While everyone is focused on Mag7 on Powell, NYCB (New York Community Bancorp) announced a $260M loss in Q4, and the stock declined to 25 years low.
The dividend was cut to bolster its capital as NYCB prepares to deal with potentially stricter regulation for banks with more than $100 billion of assets.
Some of NYBC’s problems are of its own making, while others reflect its absorption of Signature.

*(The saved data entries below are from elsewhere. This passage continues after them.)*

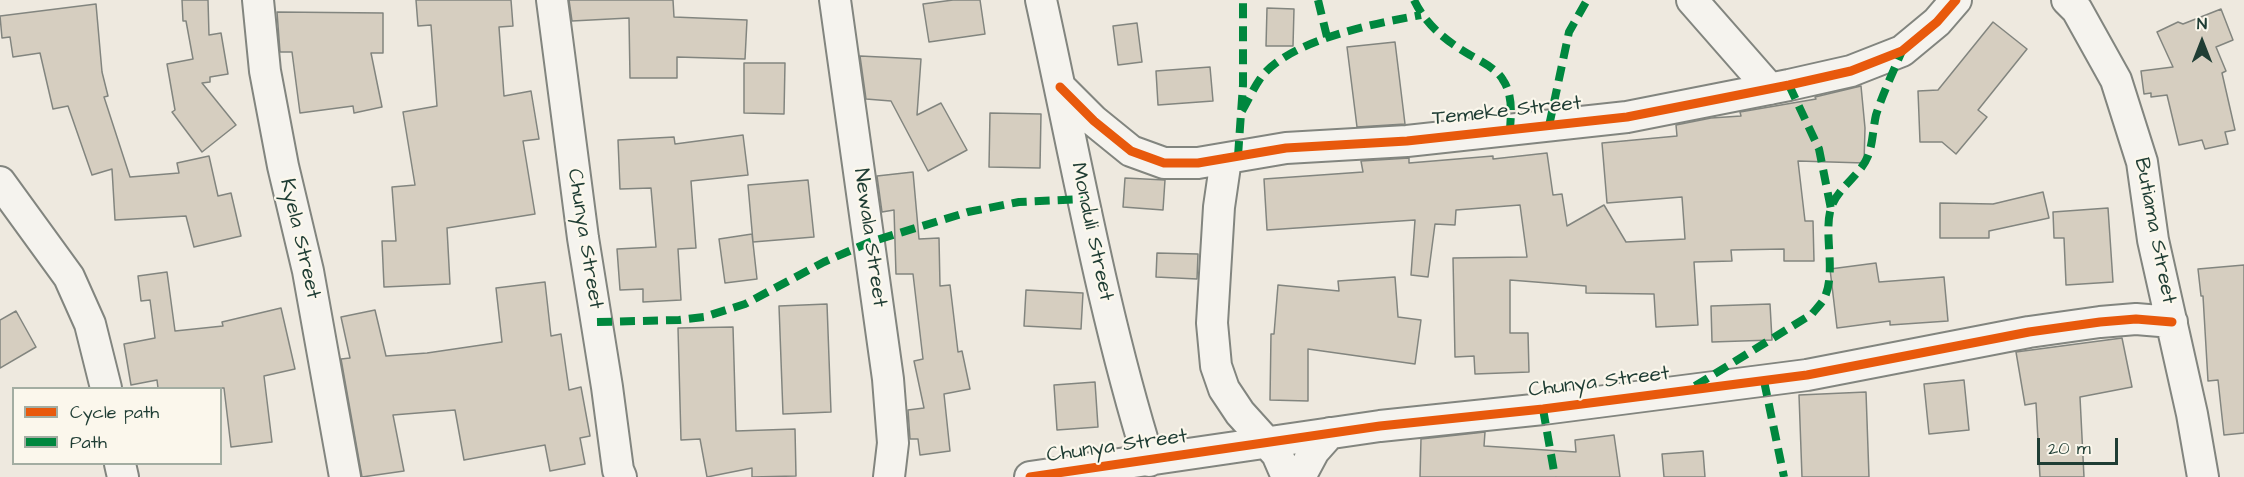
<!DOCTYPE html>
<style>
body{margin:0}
#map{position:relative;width:2244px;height:477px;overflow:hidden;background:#eee9df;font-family:"Architects Daughter",sans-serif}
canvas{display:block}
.legend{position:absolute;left:12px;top:387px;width:210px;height:78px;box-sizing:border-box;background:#fbf7ec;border:2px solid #a3ada2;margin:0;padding:8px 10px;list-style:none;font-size:18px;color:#1f3d34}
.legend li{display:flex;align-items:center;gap:12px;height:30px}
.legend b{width:30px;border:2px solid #a3ada2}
.north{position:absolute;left:2172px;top:12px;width:60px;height:60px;-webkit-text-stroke:4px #fbf7ec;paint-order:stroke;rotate:0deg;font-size:16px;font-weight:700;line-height:24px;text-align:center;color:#1f3d34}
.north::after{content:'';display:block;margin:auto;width:21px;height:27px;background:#1f3d34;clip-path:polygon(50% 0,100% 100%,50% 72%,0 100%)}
.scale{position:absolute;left:2037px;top:438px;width:81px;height:27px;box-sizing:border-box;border:3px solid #1f3d34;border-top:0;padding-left:8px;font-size:18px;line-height:21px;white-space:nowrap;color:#1f3d34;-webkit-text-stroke:4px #fbf7ec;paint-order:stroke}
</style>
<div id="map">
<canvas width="2244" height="477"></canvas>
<ul class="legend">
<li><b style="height:8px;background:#e8590c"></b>Cycle path</li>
<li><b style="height:8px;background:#00873e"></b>Path</li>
</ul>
<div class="north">N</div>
<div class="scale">20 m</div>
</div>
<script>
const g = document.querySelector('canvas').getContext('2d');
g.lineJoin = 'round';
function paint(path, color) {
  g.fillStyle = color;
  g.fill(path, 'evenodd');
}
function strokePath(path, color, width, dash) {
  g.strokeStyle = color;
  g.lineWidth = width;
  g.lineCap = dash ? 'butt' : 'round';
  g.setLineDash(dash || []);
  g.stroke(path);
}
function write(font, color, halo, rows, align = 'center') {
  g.font = font + ' "Architects Daughter",sans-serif';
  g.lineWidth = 4.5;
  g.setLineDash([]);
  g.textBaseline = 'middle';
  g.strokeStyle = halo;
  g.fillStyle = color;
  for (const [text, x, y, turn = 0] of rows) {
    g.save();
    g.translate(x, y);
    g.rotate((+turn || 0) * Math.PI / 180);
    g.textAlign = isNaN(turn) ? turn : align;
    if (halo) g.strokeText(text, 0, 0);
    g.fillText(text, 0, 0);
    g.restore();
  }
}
const building = new Path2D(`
 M182,0H208L209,35L221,33L228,74L210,77V82L202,83L236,125L202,152L172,112L175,110L167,64L193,59L186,21H183Z
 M416,0H511L513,26L499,27L504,96L531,91L539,139L523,141L535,214L447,228L450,284L384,287L382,241H396L392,187L415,185L403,112L437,106L431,25L418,26Z
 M569,0H673L674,17L747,20L745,59L677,57V78H630L629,18L572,21Z
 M953,0H980L985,34L929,42L923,4Z
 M96,4L102,72L108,96L104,97L130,177L179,173L177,163L209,156L218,196L231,193L241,236L194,247L186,216L115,220L112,169L92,175L68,106L53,109L40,53L13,57L10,37L2,38L0,16Z
 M1267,8L1294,9L1293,46H1266Z
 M2221,9L2233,40L2216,47L2226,71L2222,73L2235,130L2225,132L2228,144L2205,149L2202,140L2179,145L2167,95L2151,97V93L2144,94L2141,71L2173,67L2157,32L2178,22L2183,24Z
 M277,12L383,13V53H371L382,107L354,113L353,106L300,113L292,52H280Z
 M1993,22L2027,49L1978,110L1987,117L1956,154L1942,142H1920L1918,91L1938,90Z
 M1137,23L1142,62L1118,65L1113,26Z
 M1395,42L1405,124L1357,127L1347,47Z
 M860,56L921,59L917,115L941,103L967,150L928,171L891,101L866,99Z
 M744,63H785L784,114L744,113Z
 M1210,67L1213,101L1158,105L1156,71Z
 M1861,86L1865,128L1864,163L1798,161L1805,221H1813L1814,261H1784V249L1731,250L1732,261L1694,262L1698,325L1656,327L1654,294L1586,293V286L1510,280V333H1528L1529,372L1475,374L1474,356L1455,357L1453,258L1527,257L1520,205L1456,210L1455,225L1435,224L1428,277L1411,275L1415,220L1267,230L1264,179L1363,172L1361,161L1409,158V163L1493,156V159L1547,153L1553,195L1562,194L1567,226L1604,205L1626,242L1685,239L1682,197L1607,203L1602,143L1677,136L1676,125L1711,118L1741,116L1740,112L1816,99L1815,97Z
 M990,113L1041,114L1040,168L989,167Z
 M743,135L748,175L691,181L696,248L678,249L681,300L643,302V289L620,290L617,249L656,247L651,188L620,189L618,140L674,137L675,144Z
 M913,172L919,239L939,238L940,286L950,285L958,352L962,351L970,389L944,394L950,451L920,455L918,439H910L908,410L924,408L914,361L923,359L913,274H896L894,210L882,212L877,176Z
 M1125,178L1165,180L1163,210L1123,207Z
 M808,180L814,237L753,242L748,185Z
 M2043,192L2049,218L1989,231V238H1940V203L1993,204Z
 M2108,208L2113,282L2066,285L2064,238H2054L2053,212Z
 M752,234L757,279L725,283L719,239Z
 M1157,253L1198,254L1197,279L1156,277Z
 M1876,263L1879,282L1944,277L1948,321L1890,325V321L1837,328L1830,269Z
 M2244,265V433L2224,435L2218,380L2208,381L2203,296H2201L2198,269Z
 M167,272L175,331L223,326L222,322L281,308L295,369L264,376L272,442L231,447L224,388H158L157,380L131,385L124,344L155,338L150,300L141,301L138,276Z
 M1395,277L1398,317L1421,320L1415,364L1308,349V401L1270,400L1271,334H1274L1278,285L1339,291L1338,281Z
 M545,282L551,336L561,334L569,390L581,387L590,436L580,438L585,464L550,471L545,445L464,460L455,410L393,415L404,471L362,477L341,359L350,358L341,317L375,310L386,356L427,353L502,342L496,288Z
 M1026,290L1083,293L1081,329L1024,326Z
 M827,304L831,412L783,414L779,306Z
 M1770,304L1772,340L1712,342L1711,306Z
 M16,311L36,347L0,368V320Z
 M733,327L736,431L795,429L796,476L752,477V468L707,477L700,439L681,440L678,328Z
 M2122,338L2132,387L2080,397L2084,477H2040L2036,403L2025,405L2016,352Z
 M1964,380L1969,430L1929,434L1924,384Z
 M1095,382L1098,427L1057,430L1054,385Z
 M1866,392L1869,477H1802L1799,395Z
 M1485,432L1484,446L1576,452L1575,440L1614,435L1620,477H1420L1421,439Z
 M1703,451L1705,477H1664L1662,454Z`);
paint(building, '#d6cec0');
strokePath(building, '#82857f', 1.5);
const minor = new Path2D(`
 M258,0L265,71L283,166L308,271L345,477
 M552,0L583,238L607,387L618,470L621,477
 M835,0L888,379L893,443L889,477
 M1041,0C1075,154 1102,310 1149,461
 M1692,0L1770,89
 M2067,0L2077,10L2116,80L2142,162L2153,240L2192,414L2203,477
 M1060,87L1094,121L1131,151L1164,163H1198L1286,148L1407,141L1627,117L1789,85L1851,71L1902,51L1937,22L1956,0
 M1226,159L1219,207L1212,323L1216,366L1224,389L1240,413L1277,454L1287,477
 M0,182L69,277L90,324L106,388
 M120,464L123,477
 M1030,477L1380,426L1543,409L1807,375L2029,332L2100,322L2136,319L2172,322
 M1300,477L1314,451L1330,433`);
strokePath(minor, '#82857f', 34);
strokePath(minor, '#f5f3ee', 30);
strokePath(new Path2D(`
 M1318,0L1327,37
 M1414,0C1426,25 1446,41 1470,55C1481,61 1497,69 1503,80C1513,95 1511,113 1510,130
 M1789,85L1819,149L1831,209
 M1242,111C1248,101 1253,89 1260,79C1287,40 1377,23 1421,15
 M1549,126L1569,32L1587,0
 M1238,156L1243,85V0
 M597,322L679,320L704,317L745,304L824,262L870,242L968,212L1019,202L1083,199
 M1764,381L1784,477
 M1695,386L1812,314C1816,309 1821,304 1824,299C1837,272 1823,235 1831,208C1838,187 1860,176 1868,156C1873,143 1873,128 1876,115C1883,93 1893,72 1902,51
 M1543,409L1555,477`), '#00873e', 8, [15, 8]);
strokePath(new Path2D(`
 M1060,87L1094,121L1131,151L1164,163H1198L1286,148L1407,141L1627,117L1789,85L1851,71L1902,51L1937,22L1956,0
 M1030,477L1380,426L1543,409L1807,375L2029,332L2100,322L2136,319L2172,322`), '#e8590c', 9);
write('21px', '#1f3d34', '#fbf7ec', [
 ["Temeke Street",1507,112,-6],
 ["Butiama Street",2154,231,79],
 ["Monduli Street",1091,232,78],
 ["Newala Street",869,238,82],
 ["Kyela Street",299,239,77],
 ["Chunya Street",584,239,81],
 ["Chunya Street",1599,383,-7],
 ["Chunya Street",1117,447,-8]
]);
</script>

Media abuzz with headlines that issues with Bancorp are “isolated” with “no read-through to other names.” as Regulatory rules for crossing $100 billion in assets are “considerably more punitive”.
However, there is a consensus that warnings of the type heard from NYCB may show the pain at the industry level - the old saying is very much appropriate: if you see one, there must be more hiding just out of sight.

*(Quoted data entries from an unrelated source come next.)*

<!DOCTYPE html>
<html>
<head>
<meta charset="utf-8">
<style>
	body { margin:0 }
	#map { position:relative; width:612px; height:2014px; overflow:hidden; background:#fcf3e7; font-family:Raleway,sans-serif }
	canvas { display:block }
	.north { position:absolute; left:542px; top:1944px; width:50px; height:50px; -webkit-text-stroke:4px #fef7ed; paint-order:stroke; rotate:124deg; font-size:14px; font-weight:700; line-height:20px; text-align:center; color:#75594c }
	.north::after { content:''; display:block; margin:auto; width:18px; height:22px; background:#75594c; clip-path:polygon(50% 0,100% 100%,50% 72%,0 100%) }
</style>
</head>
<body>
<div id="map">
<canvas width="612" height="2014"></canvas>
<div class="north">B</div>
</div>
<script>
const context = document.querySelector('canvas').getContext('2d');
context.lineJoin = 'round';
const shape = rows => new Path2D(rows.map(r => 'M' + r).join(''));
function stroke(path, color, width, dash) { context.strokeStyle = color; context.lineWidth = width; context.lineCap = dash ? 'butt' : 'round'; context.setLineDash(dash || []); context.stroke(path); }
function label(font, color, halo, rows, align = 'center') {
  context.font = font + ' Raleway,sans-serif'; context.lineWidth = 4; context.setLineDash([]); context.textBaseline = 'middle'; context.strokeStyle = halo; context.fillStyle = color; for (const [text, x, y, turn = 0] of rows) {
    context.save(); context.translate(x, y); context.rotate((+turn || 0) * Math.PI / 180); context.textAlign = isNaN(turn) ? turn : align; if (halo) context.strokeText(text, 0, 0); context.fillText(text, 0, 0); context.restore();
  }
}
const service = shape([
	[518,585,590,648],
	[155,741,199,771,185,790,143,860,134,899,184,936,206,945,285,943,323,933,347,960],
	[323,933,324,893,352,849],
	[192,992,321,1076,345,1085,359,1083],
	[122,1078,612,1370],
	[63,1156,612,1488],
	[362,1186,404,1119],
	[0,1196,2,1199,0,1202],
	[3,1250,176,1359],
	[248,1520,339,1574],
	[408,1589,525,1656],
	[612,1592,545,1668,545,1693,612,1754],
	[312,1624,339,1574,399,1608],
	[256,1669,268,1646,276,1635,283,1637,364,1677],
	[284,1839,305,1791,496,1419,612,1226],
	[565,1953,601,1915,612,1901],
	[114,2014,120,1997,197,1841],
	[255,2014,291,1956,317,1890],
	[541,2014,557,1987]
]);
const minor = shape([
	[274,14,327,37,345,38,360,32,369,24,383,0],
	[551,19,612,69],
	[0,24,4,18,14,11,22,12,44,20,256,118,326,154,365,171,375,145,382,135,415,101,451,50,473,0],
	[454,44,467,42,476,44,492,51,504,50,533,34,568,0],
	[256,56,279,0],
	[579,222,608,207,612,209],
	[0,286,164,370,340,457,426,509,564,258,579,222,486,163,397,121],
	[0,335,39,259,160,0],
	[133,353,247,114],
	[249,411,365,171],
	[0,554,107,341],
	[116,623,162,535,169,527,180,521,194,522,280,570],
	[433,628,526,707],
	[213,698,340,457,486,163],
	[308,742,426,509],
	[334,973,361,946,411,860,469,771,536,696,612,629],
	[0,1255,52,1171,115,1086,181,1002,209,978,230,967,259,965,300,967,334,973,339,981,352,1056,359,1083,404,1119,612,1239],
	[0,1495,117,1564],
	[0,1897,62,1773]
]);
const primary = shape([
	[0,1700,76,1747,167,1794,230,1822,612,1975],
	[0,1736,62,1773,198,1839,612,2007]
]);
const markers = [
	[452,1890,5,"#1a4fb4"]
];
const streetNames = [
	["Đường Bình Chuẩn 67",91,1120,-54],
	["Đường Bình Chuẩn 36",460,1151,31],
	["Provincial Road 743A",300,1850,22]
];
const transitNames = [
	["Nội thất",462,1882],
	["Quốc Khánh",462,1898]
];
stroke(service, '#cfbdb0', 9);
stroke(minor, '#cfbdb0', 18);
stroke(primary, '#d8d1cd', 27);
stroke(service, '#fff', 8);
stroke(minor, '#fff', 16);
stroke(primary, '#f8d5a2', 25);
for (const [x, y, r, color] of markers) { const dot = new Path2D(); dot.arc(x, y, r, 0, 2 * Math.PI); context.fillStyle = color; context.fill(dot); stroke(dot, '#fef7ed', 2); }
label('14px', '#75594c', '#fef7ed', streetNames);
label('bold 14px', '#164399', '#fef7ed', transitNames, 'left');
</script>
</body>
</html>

Important difference between last year’s crisis and what is befalling NYCB is that bank’s deposits appear to be relatively stable - deposits slipped only marginally by 2 % in Q4 to $81.4 billion.
Key take aways:
1. Regional banks tend to do far more real estate lending than the big money centre banks and are much more exposed to losses there.
It’s common knowledge that Commercial real estate market has been in turmoil since the onset of the pandemic. (NYCB which has the largest CRE exposure among the regional banks- delivered a reminder that banks are just beginning to see the pain)
Numbers:
1. Loan portfolio:
• Total loans held for investment ("LHFI") increased $624 million or 1% to $84.6 billion on Dec 31, 2023, compared to Sep 30, 2023, driven by growth in commercial loan portfolio.
• Commercial and industrial loans ("C&I") totalled $25.3 billion at Dec 31, 2023, up $831 million or 3% compared to Sep 30, 2023
• Commercial loans represent 46% of total loans compared to 45% at Sep 30, 2023 and 33% at Dec 31, 2022.
2. HTM portfolio :
Hold To Maturity" accounting can now more appropriately called as "Hide till Maturity".
Dump any asset with a market value implying a steep loss in the HTM books, and the loss has "disappeared" However, this trick has two significant weaknesses:
• If you are forced to sell the underwater assets in HTM books before maturity, then the loss turns from "paper" into "real".
• If the asset matures, hence ceases to be eligible for HTM accounting, and the principal isn't repaid in full, then the paper loss becomes a real one again.
3. All mergers and acquisitions in financial industry entail a cost whether you are merging with your 'parent' or taking over an 'outsider'.
In 2023, the FED took care of the first weakness with the BTFP that effectively allowed banks in liquidity crisis to borrow against the nominal value of their US Treasuries rather than the market value dodging a forced selling that would have likely triggered a domino of regional bank bankruptcies.
The second weakness not only is about to become a major issue but is also a problem that the FED and other Central Banks cannot solve -there are reports that this second weakness is what NYCB has faced now.
In this regard, U.S. Banks are facing unrealized losses of roughly $685 billion (updated as of Q3). With those losses, banks are not able to afford paying higher deposit rates.
When Treasury yield in money market at 5.33%, the average US bank deposit rates are at 0.64%. It is unfathomable to think that a Fed rate cut of 25 bp would solve this issue. Markets seem to think that bad news is good, but bad news is obviously bad.
Concluding, this may not set off another regional banking crisis of March 2023 - but it brings CRE exposure and HTM portfolio size into Focus. In the lighter vein, no bank will ever put its "signature" howsoever tempting it is.